Ohne Konkurrenz zu schaffen - Neues UKW-Programm in Nordrhein-Westfalen

Köln
Hochsommer in Köln | © Kai Ludwig

Für einige Aufregung unter Radiofans sorgt derzeit etwas, das man für das Jahr 2022 nicht unbedingt mehr erwartet hätte: Die schrittweise Inbetriebnahme einer neuen UKW-Kette in Nordrhein-Westfalen.
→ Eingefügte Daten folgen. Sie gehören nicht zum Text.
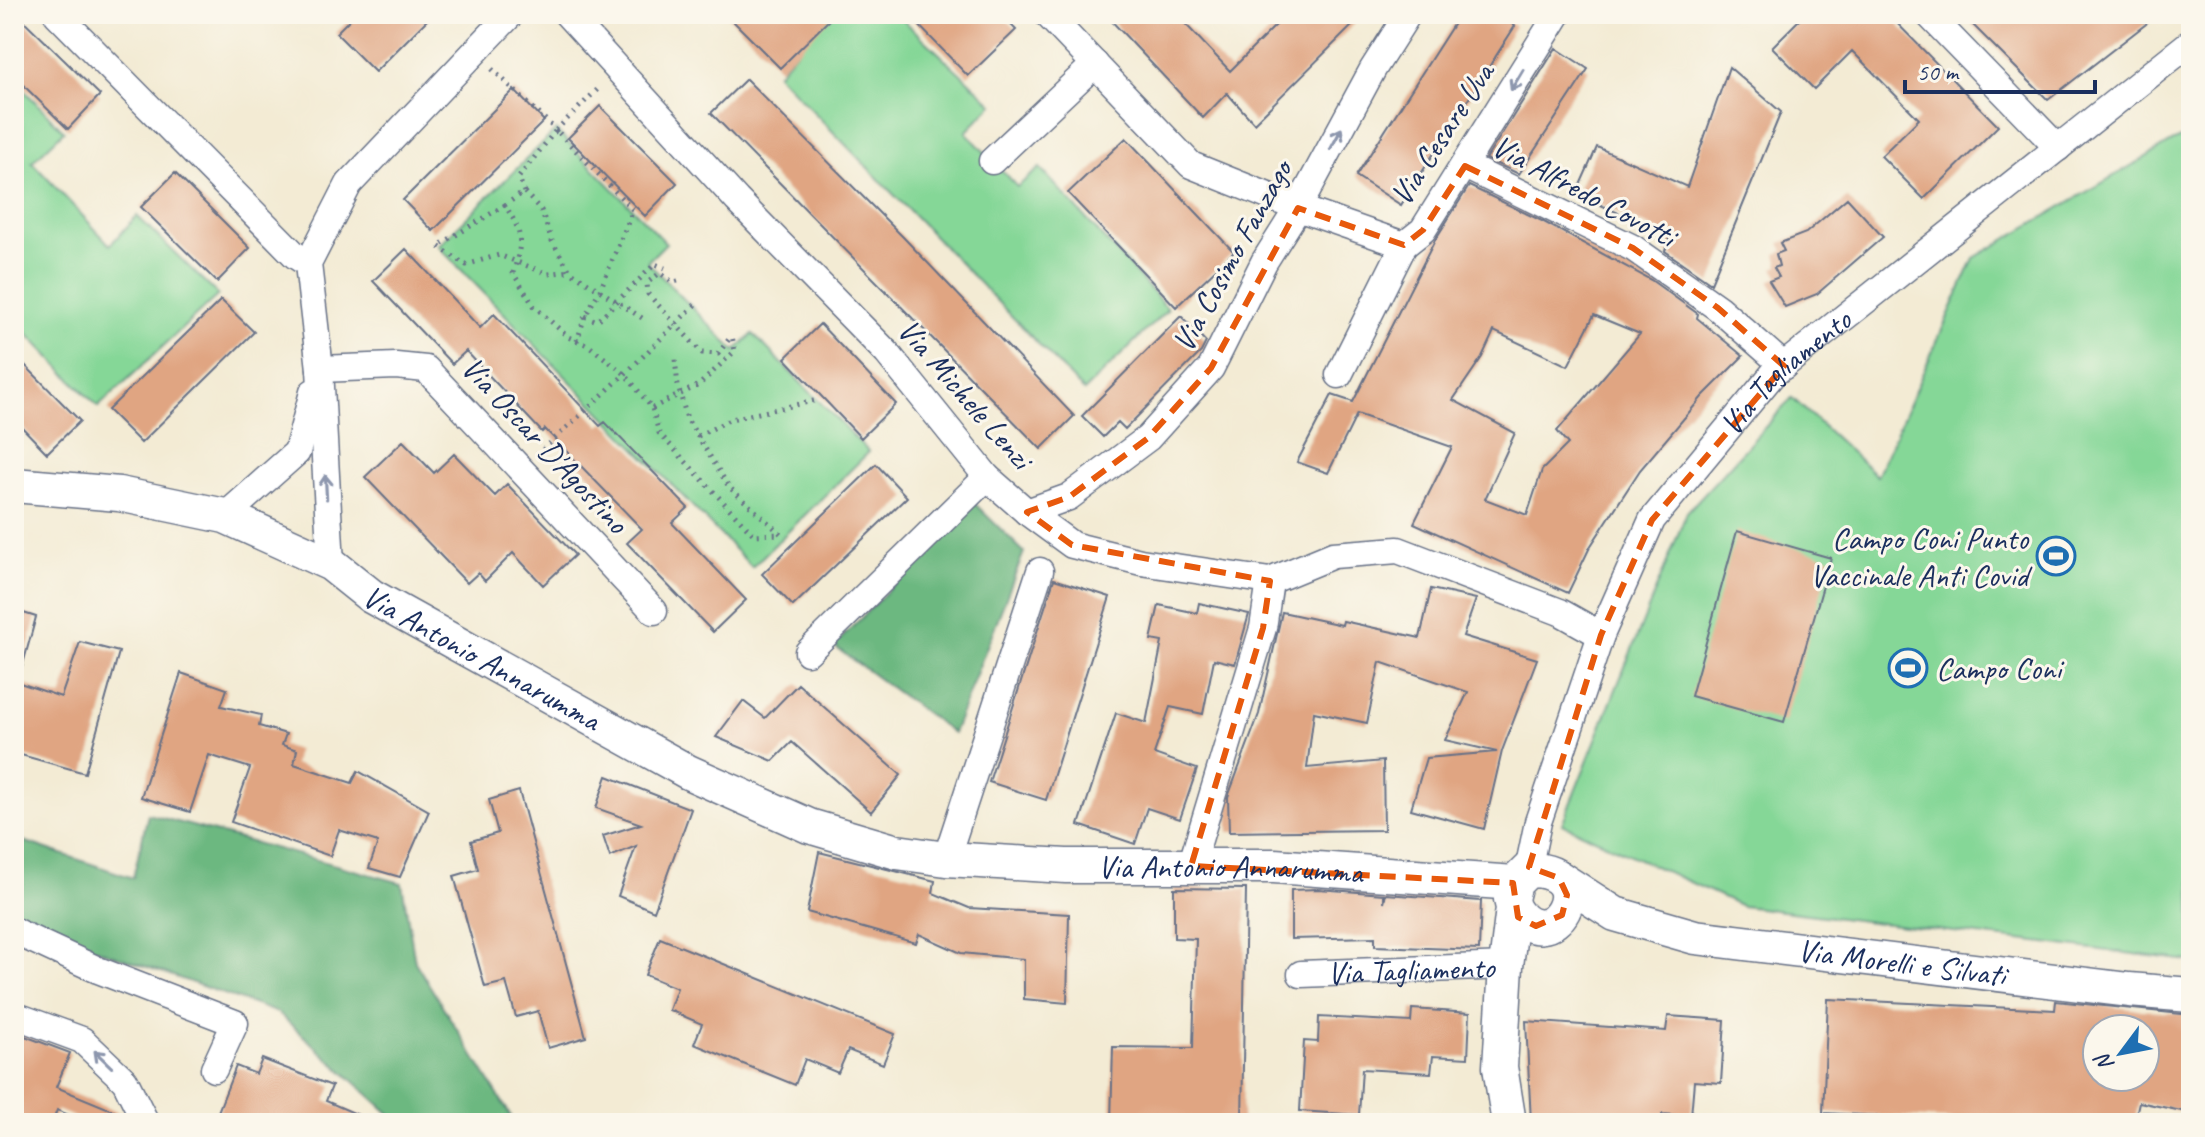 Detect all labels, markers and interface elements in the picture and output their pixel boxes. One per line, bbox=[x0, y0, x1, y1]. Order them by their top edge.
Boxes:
scale bar bbox=[1905, 44, 2095, 94]
street label: Via Cesare Uva bbox=[1381, 53, 1505, 213]
text: 50 m bbox=[1917, 57, 1960, 87]
one-way arrow bbox=[1509, 68, 1525, 91]
street label: Via Alfredo Covotti bbox=[1485, 125, 1686, 258]
one-way arrow bbox=[1328, 128, 1344, 151]
street label: Via Cosimo Fanzago bbox=[1163, 150, 1303, 359]
street label: Via Tagliamento bbox=[1710, 299, 1861, 444]
street label: Via Michele Lenzi bbox=[889, 311, 1044, 481]
street label: Via Oscar D'Agostino bbox=[453, 348, 639, 543]
one-way arrow bbox=[319, 474, 334, 501]
place label: Campo Coni Punto Vaccinale Anti Covid bbox=[1810, 518, 2033, 596]
sports icon: Campo Coni Punto Vaccinale Anti Covid bbox=[2035, 535, 2077, 577]
street label: Via Antonio Annarumma bbox=[356, 575, 610, 741]
sports icon: Campo Coni bbox=[1887, 647, 1929, 689]
place label: Campo Coni bbox=[1936, 648, 2065, 689]
street label: Via Antonio Annarumma bbox=[1098, 846, 1366, 893]
street label: Via Morelli e Silvati bbox=[1795, 929, 2012, 996]
street label: Via Tagliamento bbox=[1327, 946, 1497, 993]
north arrow bbox=[2081, 1013, 2161, 1093]
text: N bbox=[2088, 1047, 2120, 1076]
one-way arrow bbox=[93, 1050, 113, 1069] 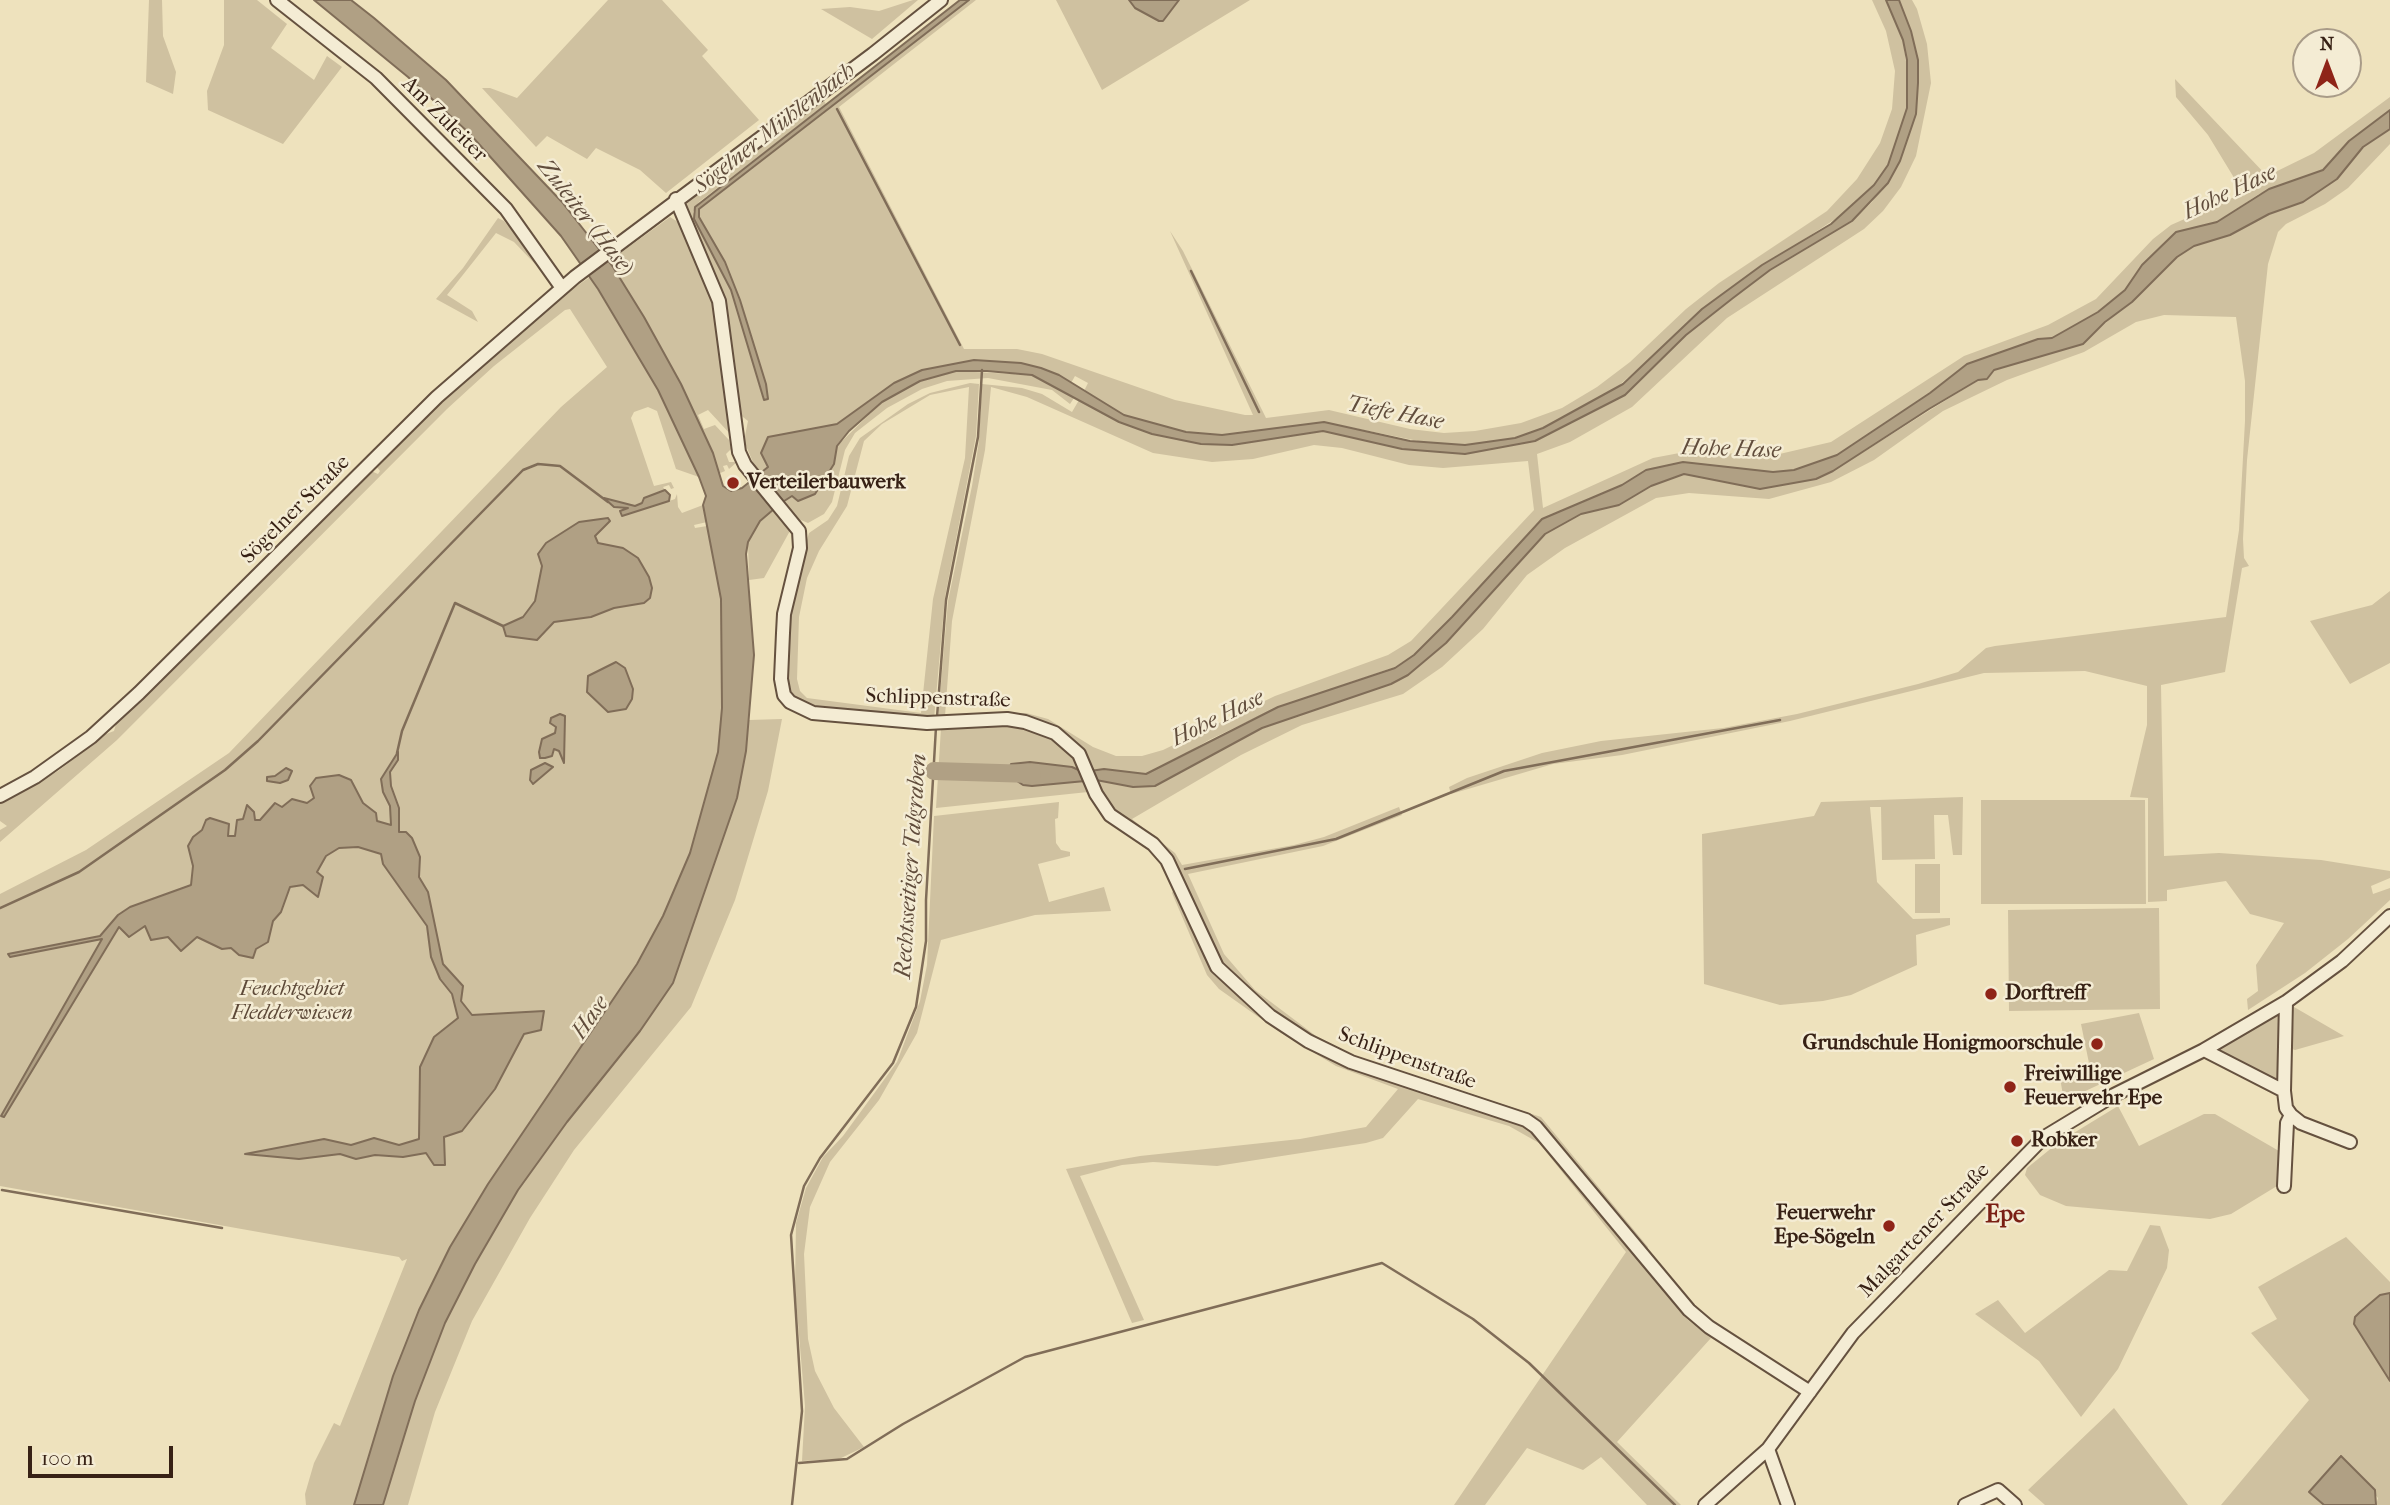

Bei der Konzipierung ihrer Bespielung wurde sorgfältig darauf geachtet, keine neue Konkurrenz zu schaffen.

Das geschah auf dem Wege der Einbeziehung aller Veranstalter, die auf dieser UKW-Kette senden wollten. Hauptgesellschafter des so geschaffenen Unternehmens sind Antenne Bayern und Radio NRW.

Die Einbindung von Radio NRW, dem Veranstalter des Mantelprogramms der nordrhein-westfälischen Lokalsender, soll nicht nur einen Durchgriff in die Programmgestaltung ermöglichen, sondern auch Geld zurück in das Lokalfunksystem lenken. Dieser Deal fand das ausdrückliche Lob des Deutschen Journalisten-Verbandes.

Das neue Programm soll von, wie es hieß, „zahlreichen“ Mitarbeitern in Köln produziert werden. Das Ziel, damit keine Hörer von den Lokalsendern abzuziehen, soll dadurch erreicht werden, das Produkt auf ein jüngeres Publikum auszurichten.

Dazu äußerten einige Beobachter bereits Zweifel, ob das gelingen wird. Ihre Skepsis stützt sich auch auf die Musikauswahl, wie sie in dem Versuchsprogramm, das auf einem Teil der vorgesehenen Frequenzen schon ausgestrahlt wird, zu hören ist.

Ein Countdown kündigt den Start des als „NRW 1“ zu präsentierenden Programms für den 1. September, 6.00 Uhr, an.

Deutschlandradio Berlin – Das Metropolenprogramm
Der Auftritt des Fusionsprogramms bis 2005 | © Kai Ludwig

Die Frequenzen wiederum haben ihren Ursprung in der Gründung des Deutschlandradios. Unter dessen Dach sendet seit 1994 aus Berlin, was nach zwei Umbenennungen heute Deutschlandfunk Kultur heißt. Dieses Programm wurde seinerzeit aus Deutschlandsender Kultur und RIAS 1 formiert.

Abseits der Frequenzketten beider Vorgängerprogramme – und selbst hier ist Sachsen ausgenommen, da dessen damaliger Ministerpräsident ab 1992 nichts mehr aus Berlin auf Sendung haben wollte, woran es deutliche Kritik auch aus der FDP gab – war dafür kaum noch mehr möglich, als einen Zoo an Kleinsendern aufzubauen.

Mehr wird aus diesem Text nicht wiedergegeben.